** Dataset excerpts **
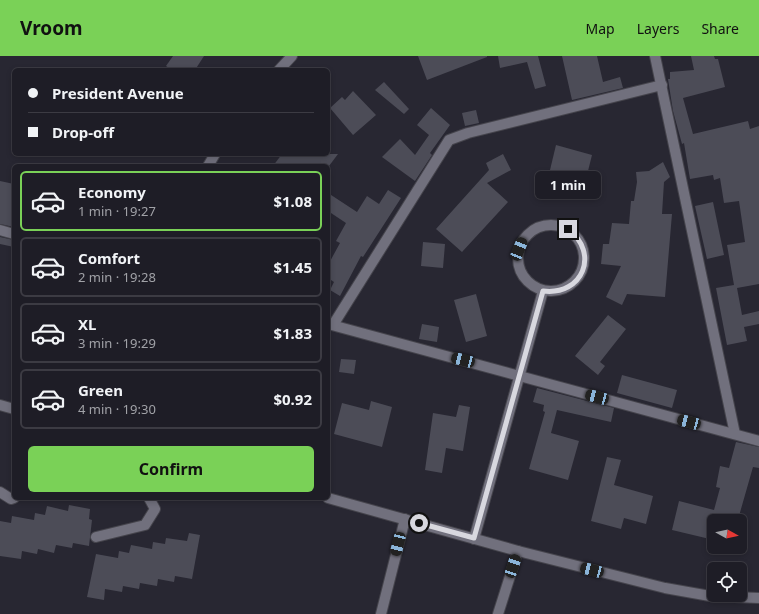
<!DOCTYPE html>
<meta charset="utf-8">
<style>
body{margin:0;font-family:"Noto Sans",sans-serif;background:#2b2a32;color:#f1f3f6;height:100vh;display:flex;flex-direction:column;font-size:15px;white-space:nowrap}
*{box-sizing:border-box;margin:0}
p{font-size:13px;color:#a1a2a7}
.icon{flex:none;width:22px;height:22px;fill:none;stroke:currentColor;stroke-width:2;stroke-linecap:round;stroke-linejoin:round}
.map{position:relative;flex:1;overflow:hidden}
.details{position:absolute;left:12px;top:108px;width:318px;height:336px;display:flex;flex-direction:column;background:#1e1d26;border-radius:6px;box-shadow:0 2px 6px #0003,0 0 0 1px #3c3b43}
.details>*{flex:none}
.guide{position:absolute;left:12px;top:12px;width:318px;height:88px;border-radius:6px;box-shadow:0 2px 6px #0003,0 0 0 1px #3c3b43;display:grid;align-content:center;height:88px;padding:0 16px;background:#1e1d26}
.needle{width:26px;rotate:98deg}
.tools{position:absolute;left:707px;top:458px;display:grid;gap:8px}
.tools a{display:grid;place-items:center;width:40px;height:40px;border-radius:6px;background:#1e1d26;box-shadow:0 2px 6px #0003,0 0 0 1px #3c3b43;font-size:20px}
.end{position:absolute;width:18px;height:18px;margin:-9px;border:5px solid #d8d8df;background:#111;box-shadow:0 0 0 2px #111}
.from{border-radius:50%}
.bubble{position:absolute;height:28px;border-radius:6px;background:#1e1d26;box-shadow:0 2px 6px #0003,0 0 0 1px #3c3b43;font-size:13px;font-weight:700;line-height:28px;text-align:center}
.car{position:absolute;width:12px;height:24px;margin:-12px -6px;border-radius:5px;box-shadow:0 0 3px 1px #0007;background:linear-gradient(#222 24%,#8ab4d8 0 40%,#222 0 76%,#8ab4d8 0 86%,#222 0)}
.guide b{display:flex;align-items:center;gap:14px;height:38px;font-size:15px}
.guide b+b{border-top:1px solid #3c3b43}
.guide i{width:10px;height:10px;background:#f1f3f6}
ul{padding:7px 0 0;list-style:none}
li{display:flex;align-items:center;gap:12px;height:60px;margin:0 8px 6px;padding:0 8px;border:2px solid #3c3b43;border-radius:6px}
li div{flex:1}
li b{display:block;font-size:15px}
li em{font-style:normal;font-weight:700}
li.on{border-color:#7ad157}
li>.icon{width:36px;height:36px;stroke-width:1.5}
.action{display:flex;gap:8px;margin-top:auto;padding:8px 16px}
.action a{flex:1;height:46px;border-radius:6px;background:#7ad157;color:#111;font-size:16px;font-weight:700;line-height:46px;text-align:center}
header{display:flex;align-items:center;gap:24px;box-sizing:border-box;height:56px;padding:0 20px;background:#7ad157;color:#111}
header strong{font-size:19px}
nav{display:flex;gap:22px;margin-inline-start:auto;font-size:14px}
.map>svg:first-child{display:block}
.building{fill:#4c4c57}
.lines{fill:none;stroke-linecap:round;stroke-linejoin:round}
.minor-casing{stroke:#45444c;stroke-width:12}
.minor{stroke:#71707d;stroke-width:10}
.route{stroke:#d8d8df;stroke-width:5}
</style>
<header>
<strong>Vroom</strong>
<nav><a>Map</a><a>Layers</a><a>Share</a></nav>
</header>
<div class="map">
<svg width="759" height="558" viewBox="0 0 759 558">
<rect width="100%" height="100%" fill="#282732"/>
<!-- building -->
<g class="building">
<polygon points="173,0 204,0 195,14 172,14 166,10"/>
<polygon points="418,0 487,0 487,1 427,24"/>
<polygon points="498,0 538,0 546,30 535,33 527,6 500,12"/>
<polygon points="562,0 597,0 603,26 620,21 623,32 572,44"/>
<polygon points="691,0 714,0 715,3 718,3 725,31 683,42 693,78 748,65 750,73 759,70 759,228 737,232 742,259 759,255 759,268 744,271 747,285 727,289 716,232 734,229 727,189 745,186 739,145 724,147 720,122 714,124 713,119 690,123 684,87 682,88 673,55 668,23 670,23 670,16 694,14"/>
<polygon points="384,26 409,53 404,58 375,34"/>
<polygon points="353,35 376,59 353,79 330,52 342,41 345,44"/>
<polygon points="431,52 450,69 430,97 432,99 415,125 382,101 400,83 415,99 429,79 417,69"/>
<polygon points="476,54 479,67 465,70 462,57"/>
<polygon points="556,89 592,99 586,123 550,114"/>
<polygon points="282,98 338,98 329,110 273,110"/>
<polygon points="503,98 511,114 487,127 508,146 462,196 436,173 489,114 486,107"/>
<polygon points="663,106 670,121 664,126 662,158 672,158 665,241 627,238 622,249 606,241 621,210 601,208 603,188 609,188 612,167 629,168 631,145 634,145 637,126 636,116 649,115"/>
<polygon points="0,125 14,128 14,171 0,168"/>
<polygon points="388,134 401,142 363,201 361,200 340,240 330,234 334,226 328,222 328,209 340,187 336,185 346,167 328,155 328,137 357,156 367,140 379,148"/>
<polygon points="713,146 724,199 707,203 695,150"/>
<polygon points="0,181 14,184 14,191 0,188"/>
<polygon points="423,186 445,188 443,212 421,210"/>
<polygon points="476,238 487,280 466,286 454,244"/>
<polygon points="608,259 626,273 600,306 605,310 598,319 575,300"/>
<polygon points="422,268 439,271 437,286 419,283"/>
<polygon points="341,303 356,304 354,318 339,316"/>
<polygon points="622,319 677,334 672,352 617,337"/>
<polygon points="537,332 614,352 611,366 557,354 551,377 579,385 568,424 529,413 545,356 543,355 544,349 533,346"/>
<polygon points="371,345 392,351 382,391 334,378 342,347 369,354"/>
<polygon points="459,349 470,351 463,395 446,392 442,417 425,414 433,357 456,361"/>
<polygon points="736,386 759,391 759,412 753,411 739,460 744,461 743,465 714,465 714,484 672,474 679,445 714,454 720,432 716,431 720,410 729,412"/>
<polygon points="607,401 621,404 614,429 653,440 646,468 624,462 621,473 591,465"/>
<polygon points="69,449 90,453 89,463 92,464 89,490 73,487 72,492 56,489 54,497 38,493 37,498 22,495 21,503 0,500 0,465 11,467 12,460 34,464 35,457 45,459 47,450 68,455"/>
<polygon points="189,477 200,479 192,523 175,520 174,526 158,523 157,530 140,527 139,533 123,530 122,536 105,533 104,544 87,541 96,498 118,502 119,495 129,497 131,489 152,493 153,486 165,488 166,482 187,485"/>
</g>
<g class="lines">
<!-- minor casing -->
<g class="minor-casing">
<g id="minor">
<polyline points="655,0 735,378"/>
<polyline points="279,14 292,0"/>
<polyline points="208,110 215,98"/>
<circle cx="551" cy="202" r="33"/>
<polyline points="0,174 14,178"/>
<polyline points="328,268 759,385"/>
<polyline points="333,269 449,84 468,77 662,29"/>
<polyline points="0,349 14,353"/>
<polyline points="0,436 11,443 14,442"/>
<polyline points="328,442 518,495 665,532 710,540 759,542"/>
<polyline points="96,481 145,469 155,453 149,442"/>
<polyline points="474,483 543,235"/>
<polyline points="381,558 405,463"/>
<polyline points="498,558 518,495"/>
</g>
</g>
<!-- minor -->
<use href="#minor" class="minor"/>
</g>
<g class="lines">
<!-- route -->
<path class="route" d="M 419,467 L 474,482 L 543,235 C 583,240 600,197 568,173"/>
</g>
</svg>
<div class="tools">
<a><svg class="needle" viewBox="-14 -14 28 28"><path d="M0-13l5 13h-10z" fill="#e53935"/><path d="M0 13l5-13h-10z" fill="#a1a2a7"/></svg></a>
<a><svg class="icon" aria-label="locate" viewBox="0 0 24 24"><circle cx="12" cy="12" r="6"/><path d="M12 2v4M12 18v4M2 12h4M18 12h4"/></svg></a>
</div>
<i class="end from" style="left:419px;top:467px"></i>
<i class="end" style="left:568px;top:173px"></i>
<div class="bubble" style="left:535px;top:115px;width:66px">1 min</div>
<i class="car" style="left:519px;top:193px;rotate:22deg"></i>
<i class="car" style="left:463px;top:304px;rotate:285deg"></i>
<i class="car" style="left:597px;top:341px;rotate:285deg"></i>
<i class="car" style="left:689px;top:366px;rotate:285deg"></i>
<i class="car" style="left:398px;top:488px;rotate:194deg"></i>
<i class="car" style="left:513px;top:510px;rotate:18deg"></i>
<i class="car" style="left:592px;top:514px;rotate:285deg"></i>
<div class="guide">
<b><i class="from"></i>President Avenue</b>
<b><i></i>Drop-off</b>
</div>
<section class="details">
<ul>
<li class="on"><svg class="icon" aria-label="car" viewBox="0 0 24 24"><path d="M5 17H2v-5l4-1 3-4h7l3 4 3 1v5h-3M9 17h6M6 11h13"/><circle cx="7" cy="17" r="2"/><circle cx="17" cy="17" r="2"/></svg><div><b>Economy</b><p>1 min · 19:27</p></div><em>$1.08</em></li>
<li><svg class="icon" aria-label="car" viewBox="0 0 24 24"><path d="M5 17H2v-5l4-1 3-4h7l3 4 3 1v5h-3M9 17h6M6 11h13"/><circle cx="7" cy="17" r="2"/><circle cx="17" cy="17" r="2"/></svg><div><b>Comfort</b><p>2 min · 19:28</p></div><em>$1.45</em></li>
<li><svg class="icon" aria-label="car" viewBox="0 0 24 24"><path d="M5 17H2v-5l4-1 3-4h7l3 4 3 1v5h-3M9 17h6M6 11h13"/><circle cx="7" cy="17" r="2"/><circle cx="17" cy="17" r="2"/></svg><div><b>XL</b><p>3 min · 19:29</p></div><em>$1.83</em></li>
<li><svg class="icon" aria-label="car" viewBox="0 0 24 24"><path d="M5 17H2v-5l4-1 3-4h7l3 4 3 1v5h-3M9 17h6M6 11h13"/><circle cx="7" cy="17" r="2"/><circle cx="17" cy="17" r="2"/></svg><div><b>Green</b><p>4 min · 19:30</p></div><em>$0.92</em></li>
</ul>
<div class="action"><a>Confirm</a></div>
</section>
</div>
--
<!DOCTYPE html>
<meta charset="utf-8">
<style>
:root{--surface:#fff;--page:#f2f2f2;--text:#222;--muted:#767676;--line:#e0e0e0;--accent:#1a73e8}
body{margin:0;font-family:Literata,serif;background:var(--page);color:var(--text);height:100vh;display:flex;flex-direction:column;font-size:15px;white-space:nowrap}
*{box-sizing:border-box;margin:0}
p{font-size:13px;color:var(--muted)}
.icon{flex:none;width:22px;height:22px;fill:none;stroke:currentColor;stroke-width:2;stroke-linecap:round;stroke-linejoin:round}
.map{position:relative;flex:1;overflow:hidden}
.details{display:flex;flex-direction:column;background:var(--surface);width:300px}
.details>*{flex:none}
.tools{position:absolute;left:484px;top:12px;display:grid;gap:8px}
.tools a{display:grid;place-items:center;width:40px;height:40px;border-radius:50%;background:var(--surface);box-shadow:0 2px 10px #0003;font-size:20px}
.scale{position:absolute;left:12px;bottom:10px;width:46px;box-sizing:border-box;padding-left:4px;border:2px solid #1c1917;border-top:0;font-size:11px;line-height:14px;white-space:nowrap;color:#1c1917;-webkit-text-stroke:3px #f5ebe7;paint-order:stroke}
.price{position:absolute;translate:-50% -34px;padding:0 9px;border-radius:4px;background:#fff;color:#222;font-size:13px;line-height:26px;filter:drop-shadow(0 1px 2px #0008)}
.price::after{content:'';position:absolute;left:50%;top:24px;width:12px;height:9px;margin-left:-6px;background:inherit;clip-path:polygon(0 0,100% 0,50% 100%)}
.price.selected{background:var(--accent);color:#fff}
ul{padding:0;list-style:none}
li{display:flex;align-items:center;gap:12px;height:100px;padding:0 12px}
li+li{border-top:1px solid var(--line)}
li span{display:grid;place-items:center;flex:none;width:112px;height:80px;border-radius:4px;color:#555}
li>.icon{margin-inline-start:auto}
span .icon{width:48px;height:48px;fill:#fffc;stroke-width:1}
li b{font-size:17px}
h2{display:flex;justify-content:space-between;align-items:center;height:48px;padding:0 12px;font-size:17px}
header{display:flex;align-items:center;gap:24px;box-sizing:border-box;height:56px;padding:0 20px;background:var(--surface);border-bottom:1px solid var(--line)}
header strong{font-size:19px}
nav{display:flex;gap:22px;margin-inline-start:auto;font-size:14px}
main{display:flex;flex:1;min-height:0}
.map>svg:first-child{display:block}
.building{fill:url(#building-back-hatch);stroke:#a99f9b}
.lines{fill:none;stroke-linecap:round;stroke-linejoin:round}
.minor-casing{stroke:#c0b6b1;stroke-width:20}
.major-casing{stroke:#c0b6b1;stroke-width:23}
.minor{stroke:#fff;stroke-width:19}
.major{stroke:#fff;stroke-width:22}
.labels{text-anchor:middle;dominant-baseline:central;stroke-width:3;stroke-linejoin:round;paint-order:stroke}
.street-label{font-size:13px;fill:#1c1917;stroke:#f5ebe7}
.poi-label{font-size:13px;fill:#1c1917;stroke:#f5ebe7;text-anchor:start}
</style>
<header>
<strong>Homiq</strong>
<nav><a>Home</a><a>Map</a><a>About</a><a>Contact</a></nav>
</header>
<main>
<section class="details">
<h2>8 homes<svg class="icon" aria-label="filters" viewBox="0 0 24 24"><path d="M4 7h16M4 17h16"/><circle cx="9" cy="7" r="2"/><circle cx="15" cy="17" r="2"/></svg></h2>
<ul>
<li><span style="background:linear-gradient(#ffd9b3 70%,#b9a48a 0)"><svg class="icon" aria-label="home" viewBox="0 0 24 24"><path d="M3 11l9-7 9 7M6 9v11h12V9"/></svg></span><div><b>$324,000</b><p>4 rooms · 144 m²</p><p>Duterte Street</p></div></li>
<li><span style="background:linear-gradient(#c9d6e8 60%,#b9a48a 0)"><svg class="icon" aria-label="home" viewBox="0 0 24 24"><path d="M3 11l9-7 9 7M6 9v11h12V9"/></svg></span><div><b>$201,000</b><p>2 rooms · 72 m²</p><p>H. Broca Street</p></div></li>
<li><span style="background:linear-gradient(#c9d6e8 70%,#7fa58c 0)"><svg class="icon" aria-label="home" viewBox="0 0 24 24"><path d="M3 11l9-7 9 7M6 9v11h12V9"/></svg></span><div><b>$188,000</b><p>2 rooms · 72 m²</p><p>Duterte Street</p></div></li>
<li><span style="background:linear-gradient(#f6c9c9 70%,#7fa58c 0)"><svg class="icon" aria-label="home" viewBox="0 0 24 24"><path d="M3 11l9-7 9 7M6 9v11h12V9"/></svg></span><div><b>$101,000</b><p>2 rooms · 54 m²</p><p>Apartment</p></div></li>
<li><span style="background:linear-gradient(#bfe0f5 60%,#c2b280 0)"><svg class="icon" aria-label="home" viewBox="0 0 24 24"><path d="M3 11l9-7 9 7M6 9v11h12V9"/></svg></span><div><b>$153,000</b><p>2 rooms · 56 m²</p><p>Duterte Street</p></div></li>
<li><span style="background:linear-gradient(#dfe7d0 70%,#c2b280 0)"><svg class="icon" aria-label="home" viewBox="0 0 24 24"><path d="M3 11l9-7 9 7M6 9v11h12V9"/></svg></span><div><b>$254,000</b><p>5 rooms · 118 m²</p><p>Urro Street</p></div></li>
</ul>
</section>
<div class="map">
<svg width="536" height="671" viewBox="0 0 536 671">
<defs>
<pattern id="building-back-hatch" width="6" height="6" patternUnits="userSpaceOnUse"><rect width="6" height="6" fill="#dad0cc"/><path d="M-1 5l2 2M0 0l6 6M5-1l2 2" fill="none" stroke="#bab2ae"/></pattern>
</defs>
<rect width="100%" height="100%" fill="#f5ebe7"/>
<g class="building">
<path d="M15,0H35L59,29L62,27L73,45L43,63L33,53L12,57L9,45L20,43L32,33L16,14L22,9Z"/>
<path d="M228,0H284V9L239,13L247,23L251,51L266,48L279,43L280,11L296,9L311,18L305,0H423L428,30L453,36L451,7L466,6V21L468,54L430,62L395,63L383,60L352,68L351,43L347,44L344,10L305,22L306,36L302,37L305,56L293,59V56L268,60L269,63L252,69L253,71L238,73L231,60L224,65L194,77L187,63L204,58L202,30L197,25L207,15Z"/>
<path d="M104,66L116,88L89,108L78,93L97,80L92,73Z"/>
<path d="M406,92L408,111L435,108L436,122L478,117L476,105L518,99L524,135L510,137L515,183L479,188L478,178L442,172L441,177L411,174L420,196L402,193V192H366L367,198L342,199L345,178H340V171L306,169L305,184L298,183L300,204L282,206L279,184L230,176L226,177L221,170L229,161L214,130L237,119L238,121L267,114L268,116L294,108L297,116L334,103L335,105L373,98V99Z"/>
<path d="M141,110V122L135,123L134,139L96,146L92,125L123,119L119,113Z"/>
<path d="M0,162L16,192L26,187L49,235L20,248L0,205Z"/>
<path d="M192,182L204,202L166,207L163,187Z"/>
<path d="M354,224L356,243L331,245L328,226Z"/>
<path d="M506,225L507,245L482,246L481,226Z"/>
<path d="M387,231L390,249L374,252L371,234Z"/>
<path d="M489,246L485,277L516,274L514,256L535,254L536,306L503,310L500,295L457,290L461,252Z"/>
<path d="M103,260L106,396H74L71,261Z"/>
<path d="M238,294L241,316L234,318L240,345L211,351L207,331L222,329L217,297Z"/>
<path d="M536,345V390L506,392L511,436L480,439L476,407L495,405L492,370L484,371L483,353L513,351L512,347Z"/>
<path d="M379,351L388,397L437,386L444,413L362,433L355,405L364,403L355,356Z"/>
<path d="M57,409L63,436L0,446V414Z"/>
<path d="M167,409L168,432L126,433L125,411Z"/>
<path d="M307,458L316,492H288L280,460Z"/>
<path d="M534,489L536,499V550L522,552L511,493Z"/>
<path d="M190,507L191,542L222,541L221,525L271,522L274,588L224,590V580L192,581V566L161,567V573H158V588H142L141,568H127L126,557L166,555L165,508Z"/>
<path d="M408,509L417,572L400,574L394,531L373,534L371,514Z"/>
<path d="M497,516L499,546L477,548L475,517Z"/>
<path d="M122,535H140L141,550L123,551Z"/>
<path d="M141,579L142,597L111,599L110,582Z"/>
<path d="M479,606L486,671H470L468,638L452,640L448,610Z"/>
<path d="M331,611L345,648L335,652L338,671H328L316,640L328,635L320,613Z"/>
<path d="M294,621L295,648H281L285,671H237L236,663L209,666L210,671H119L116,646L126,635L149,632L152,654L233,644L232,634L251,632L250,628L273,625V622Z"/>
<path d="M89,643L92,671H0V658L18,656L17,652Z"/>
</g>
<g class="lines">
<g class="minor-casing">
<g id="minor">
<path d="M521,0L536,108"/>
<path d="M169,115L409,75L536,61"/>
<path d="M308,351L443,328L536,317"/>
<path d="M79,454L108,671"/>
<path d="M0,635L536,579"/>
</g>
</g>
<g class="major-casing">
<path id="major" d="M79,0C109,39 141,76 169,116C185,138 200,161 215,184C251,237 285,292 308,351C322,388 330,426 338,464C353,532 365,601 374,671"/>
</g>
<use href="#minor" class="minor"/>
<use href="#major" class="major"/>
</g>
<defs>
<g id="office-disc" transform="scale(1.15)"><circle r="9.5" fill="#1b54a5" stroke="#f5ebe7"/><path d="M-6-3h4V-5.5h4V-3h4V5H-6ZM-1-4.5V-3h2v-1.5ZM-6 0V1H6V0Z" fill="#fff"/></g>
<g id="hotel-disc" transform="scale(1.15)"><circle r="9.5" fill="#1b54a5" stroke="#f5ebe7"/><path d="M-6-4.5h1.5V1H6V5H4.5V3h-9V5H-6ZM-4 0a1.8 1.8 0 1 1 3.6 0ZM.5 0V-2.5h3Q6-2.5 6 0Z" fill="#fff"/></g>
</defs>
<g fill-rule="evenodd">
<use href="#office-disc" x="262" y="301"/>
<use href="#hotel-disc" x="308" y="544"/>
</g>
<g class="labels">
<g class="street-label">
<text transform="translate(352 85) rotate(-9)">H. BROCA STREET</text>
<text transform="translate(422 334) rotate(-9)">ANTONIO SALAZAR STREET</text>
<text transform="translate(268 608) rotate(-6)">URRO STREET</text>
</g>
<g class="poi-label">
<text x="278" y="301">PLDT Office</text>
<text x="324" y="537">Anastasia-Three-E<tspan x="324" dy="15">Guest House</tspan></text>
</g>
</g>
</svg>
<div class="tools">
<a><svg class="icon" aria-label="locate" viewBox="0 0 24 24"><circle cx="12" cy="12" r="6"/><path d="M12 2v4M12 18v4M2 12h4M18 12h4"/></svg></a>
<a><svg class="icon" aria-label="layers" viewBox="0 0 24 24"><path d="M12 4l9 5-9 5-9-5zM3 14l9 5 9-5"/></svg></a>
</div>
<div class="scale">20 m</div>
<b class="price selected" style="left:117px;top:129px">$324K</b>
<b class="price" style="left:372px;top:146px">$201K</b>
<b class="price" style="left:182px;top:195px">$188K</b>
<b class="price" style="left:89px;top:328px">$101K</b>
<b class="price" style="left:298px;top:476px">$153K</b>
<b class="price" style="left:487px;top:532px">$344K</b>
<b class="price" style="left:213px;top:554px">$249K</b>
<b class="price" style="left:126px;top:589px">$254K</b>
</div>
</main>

** Exercise directions **
Find the word "paint" in the entries. Copy each line that holds it.

** Solution to this problem **
.scale{position:absolute;left:12px;bottom:10px;width:46px;box-sizing:border-box;padding-left:4px;border:2px solid #1c1917;border-top:0;font-size:11px;line-height:14px;white-space:nowrap;color:#1c1917;-webkit-text-stroke:3px #f5ebe7;paint-order:stroke}
.labels{text-anchor:middle;dominant-baseline:central;stroke-width:3;stroke-linejoin:round;paint-order:stroke}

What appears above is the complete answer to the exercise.